Re: fedora and notebooks? [OT]
- From: "Dean S. Messing" <deanm@xxxxxxxxxxxxx>
- Date: Thu, 13 Dec 2007 14:47:55 -0800 (PST)
John Summerfield wrote:
: Dean S. Messing wrote:
:
: > I took think the pad is a wee bit sensitive to the touch when I'm
: > banging away at the keyboard. Sometimes my thumb will brush it and
: > (at least w/in emacs) the "point" will just to where the cursor sits
: > and I'm now entering text in the wrong place. Thank goodness for the
: > powerful "undo" features of emacs. Solution: thumbs up!
:
: Touchpads are misnamed; they don't require touch. There's some kind of
: proximity detector involved.
I believe it is a capacitive sensor and depends on the Dielectric
Constant of the material between the pad and one's finger. I just did
several little experiments to check. (I'm a scientist, after all :-)
First, I took my finger and put it really close to the pad w/o
touching it. No cursor motion. (Air has a small dielectric constant.)
Then I took a thin piece of paper and tried to move the cursor by
sliding finger over paper. No go unless I pressed very hard. Paper
is pretty incompressible so I don't think it was that my finger was
getting closer. Rather the surface area of the contact was increasing
so the capacitive effect was greater the harder I pressed.

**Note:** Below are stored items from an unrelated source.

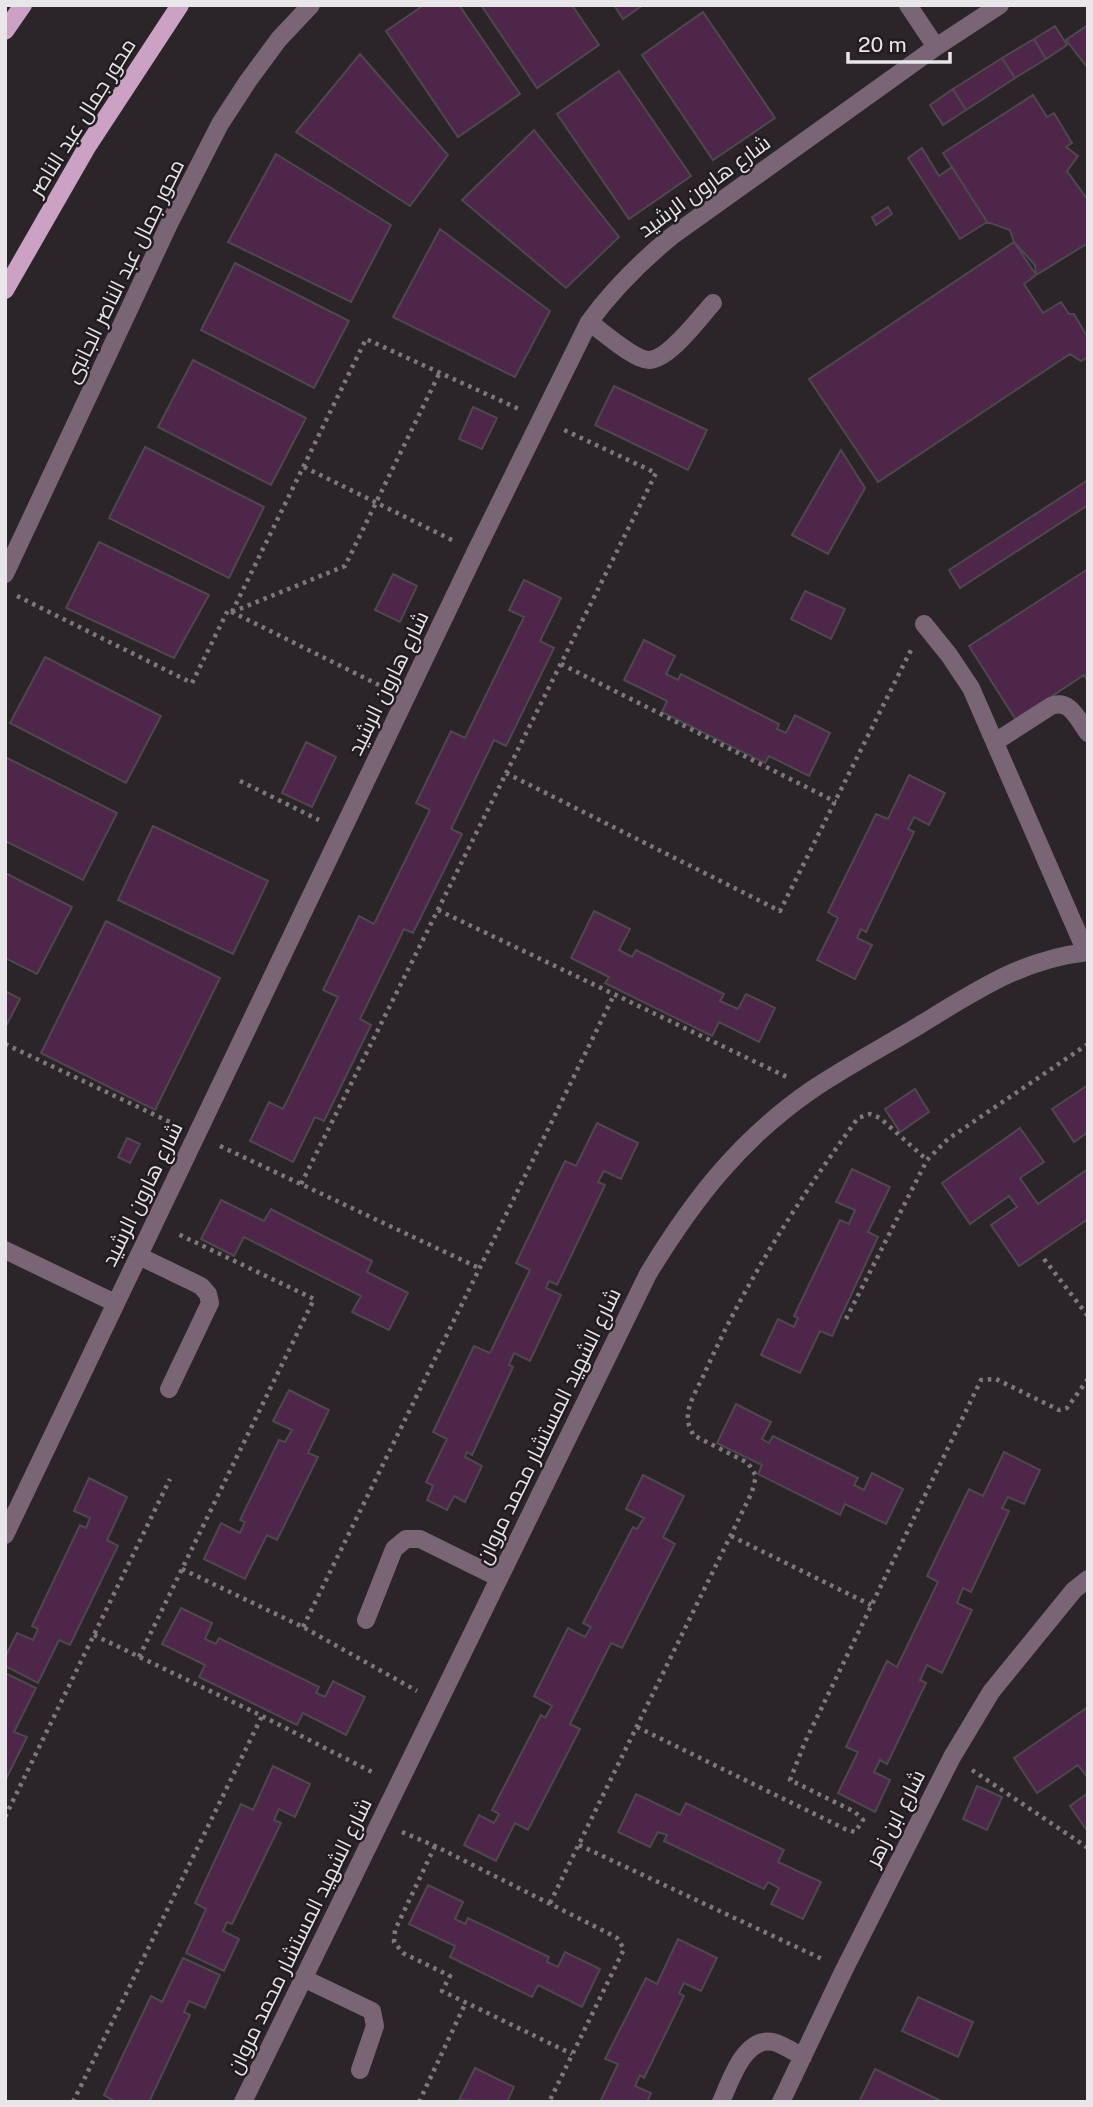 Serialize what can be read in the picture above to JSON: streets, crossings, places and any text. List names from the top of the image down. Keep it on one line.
{"streets":{"main road":["محور جمال عبد الناصر"],"street":["شارع هارون الرشيد","محور جمال عبد الناصر الجانبى","شارع الشهيد المستشار محمد مروان","شارع ابن زهر"]},"scale_bar":"20 m"} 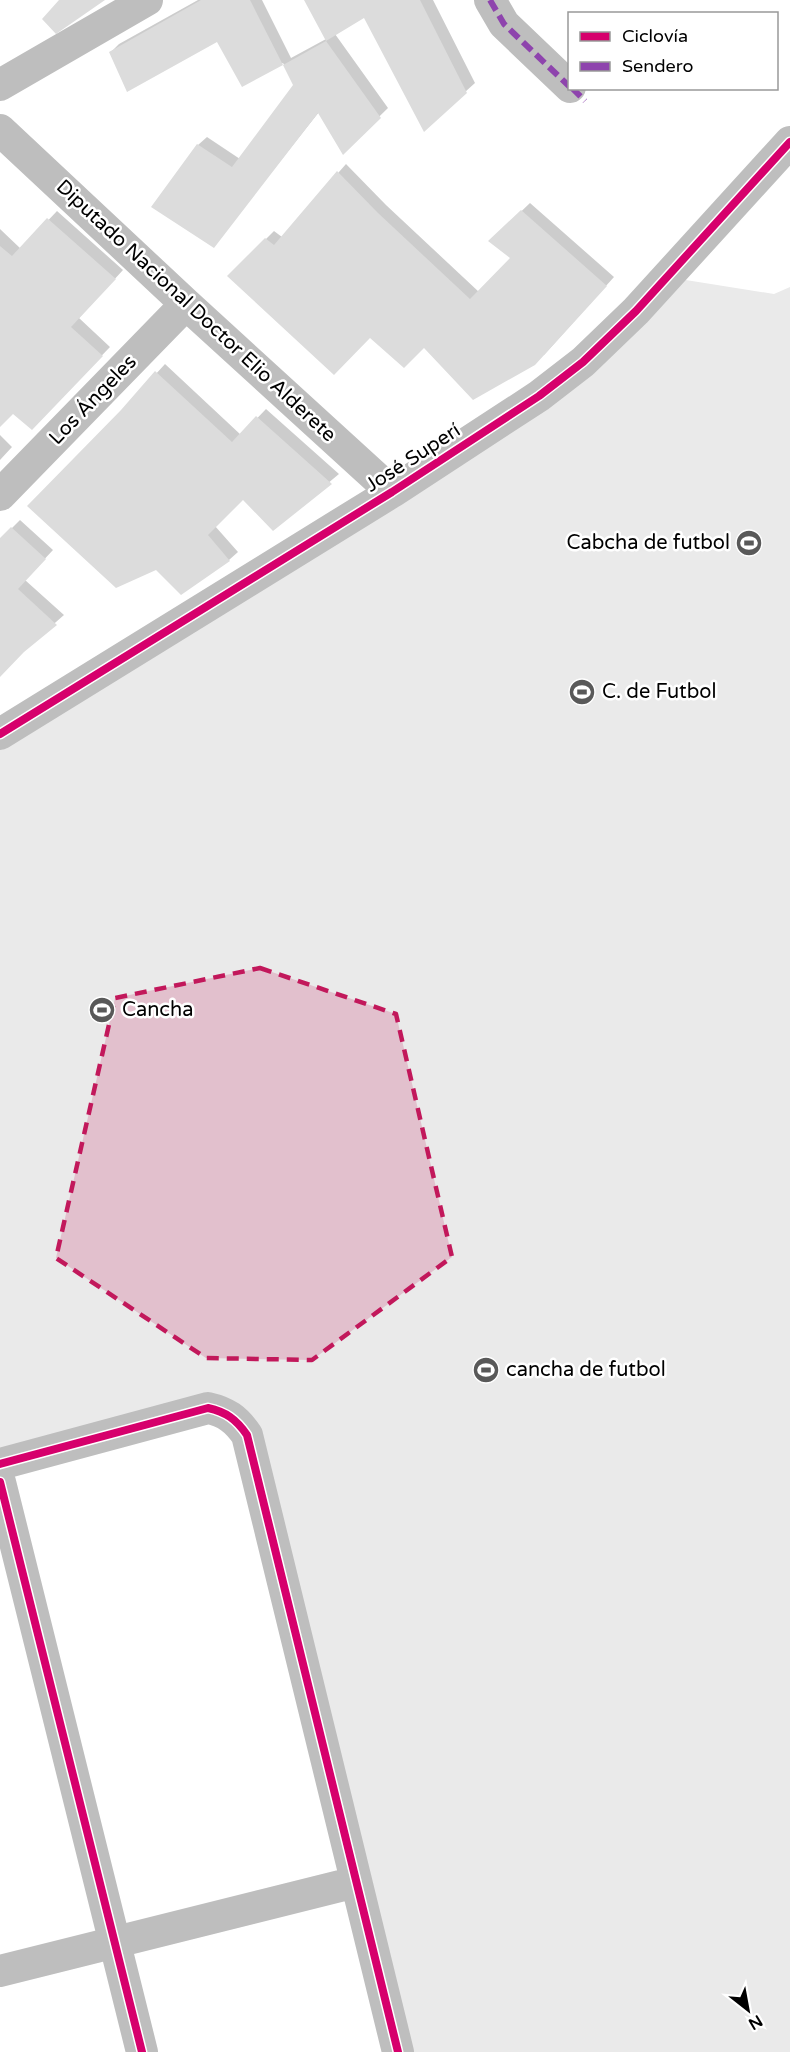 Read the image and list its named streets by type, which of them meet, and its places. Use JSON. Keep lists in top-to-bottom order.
{
  "streets": {
    "street": ["Diputado Nacional Doctor Elio Alderete", "Los Ángeles", "José Superí"]
  },
  "crossings": [
    ["Diputado Nacional Doctor Elio Alderete", "Los Ángeles"],
    ["Diputado Nacional Doctor Elio Alderete", "José Superí"]
  ],
  "places": {
    "sports": [
      "Cabcha de futbol",
      "C. de Futbol",
      "Cancha",
      "cancha de futbol"
    ]
  },
  "legend": ["Ciclovía", "Sendero"],
  "north": "bottom right"
} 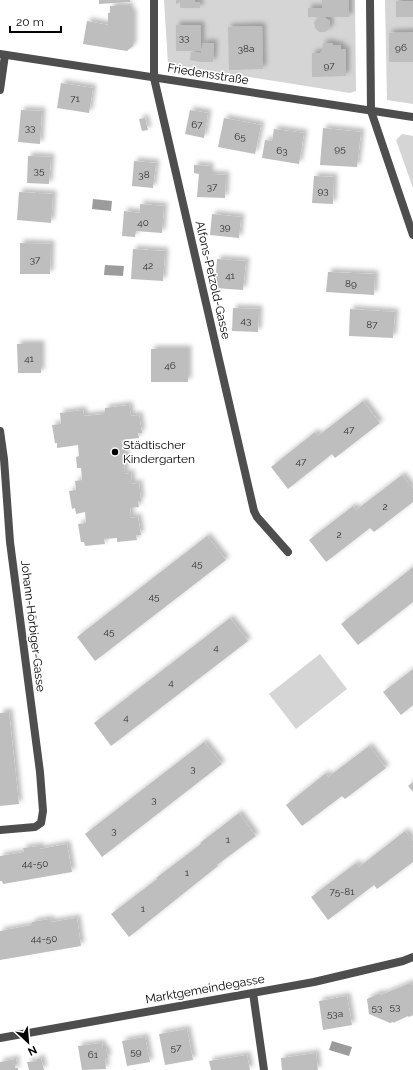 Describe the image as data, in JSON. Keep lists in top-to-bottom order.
{
  "streets": {
    "street": [
      "Friedensstraße",
      "Alfons-Petzold-Gasse",
      "Johann-Hörbiger-Gasse",
      "Marktgemeindegasse"
    ]
  },
  "crossings": [
    ["Friedensstraße", "Alfons-Petzold-Gasse"]
  ],
  "places": ["Städtischer Kindergarten"],
  "house_numbers": [
    "33",
    "96",
    "38a",
    "97",
    "71",
    "67",
    "33",
    "65",
    "95",
    "63",
    "35",
    "38",
    "37",
    "93",
    "40",
    "39",
    "37",
    "42",
    "41",
    "89",
    "43",
    "87",
    "41",
    "46",
    "47",
    "47",
    "2",
    "2",
    "45",
    "45",
    "45",
    "4",
    "4",
    "4",
    "3",
    "3",
    "3",
    "1",
    "44-50",
    "1",
    "75-81",
    "1",
    "44-50",
    "53",
    "53",
    "53a",
    "57",
    "59",
    "61"
  ],
  "scale_bar": "20 m",
  "north": "bottom right"
}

Interestingly, through a much thicker envelope glue label, my finger
had no trouble moving the cursor at normal pressure. My guess is that
the glue in between the label and the backing has a high
Dielec. Const.
Finally, I used my finger nail. Being an insulator, it had no effect
even pressing hard.
As an aside to this aside, I once worked for a company that took
security very seriously. They had RFID-activated doors installed all
over their laboratory to keep the secrets in and the intruders out.
Problem was that each door had (on the inside) a capacitive "rail"
that one could push against to open the door normally from the inside.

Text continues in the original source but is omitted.